## Data
=== Section Start ===

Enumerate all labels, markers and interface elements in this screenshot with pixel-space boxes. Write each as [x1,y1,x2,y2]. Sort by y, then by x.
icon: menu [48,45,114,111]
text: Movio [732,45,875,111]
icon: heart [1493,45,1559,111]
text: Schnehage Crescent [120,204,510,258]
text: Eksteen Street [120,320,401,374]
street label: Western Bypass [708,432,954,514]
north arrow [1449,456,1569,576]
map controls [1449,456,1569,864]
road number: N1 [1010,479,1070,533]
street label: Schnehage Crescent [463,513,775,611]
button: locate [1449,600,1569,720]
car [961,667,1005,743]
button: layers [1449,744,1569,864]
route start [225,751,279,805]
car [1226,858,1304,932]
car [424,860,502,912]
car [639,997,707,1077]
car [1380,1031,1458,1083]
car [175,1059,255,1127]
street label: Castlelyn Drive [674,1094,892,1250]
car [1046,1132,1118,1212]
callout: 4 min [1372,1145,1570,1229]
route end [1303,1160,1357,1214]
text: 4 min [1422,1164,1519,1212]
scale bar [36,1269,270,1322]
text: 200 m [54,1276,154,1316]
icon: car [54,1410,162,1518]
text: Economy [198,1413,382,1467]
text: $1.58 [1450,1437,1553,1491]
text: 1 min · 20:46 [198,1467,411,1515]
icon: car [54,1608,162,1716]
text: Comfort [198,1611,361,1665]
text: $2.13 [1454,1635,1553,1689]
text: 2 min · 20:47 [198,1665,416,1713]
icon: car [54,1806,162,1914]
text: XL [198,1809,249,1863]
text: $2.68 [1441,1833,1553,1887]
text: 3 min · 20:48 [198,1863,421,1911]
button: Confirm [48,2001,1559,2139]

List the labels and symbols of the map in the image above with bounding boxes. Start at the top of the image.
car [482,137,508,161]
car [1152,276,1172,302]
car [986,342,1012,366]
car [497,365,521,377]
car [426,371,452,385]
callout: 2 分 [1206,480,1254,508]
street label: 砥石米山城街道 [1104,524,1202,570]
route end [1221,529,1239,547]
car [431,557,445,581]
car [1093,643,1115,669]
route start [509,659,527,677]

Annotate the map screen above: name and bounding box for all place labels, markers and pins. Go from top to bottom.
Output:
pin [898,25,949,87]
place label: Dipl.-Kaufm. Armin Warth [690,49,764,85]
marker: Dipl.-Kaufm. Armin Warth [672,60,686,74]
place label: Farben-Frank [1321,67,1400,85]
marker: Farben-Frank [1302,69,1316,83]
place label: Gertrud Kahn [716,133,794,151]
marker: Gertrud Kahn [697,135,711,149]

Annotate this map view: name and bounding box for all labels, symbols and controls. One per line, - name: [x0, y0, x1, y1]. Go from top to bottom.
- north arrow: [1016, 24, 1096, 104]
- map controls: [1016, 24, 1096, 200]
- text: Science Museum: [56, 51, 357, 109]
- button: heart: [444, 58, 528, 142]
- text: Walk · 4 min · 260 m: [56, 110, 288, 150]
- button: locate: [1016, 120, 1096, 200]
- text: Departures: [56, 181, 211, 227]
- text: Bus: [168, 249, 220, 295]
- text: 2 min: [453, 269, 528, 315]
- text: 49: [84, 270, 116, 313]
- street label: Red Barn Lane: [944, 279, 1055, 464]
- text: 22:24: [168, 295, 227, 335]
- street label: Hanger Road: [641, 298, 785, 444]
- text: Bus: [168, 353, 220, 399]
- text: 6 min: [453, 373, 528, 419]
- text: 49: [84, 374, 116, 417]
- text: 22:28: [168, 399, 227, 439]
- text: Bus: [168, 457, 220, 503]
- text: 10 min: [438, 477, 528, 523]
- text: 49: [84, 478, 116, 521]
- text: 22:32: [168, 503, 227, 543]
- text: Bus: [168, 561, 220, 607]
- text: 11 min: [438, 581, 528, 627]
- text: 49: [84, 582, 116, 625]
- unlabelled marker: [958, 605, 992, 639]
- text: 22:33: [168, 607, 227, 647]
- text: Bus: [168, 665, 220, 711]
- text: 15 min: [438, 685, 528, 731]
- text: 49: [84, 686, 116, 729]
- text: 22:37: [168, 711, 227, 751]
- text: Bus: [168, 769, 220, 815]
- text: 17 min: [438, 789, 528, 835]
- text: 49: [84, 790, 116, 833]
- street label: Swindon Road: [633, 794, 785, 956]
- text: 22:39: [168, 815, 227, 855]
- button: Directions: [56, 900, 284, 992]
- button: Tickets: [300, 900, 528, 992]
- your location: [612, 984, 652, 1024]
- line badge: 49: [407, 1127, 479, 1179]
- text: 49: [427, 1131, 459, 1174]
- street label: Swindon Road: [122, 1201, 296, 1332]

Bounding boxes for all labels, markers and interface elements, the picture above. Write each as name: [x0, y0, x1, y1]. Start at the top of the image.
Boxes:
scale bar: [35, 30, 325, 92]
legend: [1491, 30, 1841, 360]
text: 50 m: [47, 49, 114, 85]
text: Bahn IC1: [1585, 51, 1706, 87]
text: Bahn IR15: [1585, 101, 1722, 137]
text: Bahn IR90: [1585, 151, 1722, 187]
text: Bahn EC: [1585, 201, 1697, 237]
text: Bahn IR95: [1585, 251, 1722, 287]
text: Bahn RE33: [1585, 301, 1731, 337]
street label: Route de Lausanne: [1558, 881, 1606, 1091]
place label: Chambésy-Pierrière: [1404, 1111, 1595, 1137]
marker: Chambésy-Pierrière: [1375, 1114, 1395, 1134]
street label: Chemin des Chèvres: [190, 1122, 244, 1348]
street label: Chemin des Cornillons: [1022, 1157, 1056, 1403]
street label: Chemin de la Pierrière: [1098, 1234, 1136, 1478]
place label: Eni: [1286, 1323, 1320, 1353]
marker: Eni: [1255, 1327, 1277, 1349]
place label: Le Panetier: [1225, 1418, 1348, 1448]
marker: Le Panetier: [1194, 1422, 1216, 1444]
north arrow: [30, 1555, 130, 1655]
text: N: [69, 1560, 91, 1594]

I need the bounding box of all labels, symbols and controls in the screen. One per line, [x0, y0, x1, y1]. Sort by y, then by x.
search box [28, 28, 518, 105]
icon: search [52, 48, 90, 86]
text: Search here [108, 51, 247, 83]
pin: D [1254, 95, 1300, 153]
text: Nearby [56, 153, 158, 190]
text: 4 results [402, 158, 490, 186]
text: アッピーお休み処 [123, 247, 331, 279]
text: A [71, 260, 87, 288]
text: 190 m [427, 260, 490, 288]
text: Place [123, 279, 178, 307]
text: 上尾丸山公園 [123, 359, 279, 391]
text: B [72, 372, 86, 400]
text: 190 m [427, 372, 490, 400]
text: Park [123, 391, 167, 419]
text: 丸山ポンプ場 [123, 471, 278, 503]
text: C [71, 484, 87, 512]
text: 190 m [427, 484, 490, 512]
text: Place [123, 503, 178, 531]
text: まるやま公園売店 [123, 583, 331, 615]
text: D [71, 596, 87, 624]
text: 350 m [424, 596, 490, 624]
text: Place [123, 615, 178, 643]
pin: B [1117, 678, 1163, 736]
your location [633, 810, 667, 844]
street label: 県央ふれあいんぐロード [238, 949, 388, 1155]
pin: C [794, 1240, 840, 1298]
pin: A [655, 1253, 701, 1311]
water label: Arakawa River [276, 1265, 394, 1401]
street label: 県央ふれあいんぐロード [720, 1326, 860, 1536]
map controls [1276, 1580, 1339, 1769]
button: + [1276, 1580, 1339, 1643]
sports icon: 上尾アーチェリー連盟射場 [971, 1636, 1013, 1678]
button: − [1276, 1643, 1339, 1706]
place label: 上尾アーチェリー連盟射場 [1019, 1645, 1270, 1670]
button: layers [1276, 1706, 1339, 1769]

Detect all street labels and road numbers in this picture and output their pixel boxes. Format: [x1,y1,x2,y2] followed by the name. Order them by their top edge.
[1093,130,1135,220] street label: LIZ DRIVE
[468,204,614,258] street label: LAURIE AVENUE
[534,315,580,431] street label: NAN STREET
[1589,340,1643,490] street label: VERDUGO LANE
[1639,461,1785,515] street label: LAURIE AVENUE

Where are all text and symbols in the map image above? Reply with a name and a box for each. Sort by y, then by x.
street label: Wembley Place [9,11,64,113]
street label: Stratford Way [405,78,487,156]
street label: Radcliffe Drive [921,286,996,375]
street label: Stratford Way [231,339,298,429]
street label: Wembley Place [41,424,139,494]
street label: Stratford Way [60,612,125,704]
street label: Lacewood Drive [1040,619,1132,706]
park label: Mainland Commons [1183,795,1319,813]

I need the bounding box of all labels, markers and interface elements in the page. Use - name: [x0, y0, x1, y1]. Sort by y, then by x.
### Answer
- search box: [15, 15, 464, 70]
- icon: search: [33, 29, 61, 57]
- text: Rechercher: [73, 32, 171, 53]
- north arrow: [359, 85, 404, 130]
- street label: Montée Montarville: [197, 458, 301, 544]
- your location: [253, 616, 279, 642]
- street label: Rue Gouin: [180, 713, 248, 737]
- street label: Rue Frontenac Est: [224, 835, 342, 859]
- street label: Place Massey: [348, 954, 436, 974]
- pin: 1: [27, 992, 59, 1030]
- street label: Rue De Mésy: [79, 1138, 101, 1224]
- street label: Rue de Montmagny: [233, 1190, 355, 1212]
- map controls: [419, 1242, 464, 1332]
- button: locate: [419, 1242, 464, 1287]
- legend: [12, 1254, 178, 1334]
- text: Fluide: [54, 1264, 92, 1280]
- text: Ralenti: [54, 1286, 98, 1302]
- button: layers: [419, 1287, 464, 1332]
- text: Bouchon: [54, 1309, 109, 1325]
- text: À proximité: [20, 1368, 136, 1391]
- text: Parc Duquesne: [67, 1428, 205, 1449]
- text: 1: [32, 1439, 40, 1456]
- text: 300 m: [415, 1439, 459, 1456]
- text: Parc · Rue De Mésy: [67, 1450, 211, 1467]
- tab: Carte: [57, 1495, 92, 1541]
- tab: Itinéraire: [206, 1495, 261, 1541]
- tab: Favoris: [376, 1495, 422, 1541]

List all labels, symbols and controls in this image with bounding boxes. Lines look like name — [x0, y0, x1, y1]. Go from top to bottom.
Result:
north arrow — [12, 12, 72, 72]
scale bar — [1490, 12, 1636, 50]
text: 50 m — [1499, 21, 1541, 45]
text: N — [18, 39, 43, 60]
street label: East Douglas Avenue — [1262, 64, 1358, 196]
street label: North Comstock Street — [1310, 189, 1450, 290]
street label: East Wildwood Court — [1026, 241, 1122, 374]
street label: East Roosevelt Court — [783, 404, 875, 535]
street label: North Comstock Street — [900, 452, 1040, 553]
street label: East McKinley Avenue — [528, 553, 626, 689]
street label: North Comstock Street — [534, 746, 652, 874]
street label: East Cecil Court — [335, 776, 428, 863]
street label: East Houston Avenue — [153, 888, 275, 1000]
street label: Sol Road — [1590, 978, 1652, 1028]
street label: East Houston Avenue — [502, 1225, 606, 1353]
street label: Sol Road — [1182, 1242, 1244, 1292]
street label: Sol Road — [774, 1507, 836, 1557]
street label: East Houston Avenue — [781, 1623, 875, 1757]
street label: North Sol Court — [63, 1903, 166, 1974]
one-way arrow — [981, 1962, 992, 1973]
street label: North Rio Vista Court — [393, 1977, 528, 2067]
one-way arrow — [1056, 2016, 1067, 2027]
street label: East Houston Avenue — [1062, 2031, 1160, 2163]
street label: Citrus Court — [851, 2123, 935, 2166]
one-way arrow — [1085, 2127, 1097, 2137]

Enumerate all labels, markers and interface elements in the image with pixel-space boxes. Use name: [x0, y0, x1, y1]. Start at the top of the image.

=== Section End ===

## Instructions to follow
A word-for-word copy of the lines above from the one with "Where are all" through the one with "I need the bounding box of all labels, markers", inclusive, is the only output wanted.

## Result
Where are all text and symbols in the map image above? Reply with a name and a box for each. Sort by y, then by x.
street label: Wembley Place [9,11,64,113]
street label: Stratford Way [405,78,487,156]
street label: Radcliffe Drive [921,286,996,375]
street label: Stratford Way [231,339,298,429]
street label: Wembley Place [41,424,139,494]
street label: Stratford Way [60,612,125,704]
street label: Lacewood Drive [1040,619,1132,706]
park label: Mainland Commons [1183,795,1319,813]

I need the bounding box of all labels, markers and interface elements in the page. Use - name: [x0, y0, x1, y1]. Sort by y, then by x.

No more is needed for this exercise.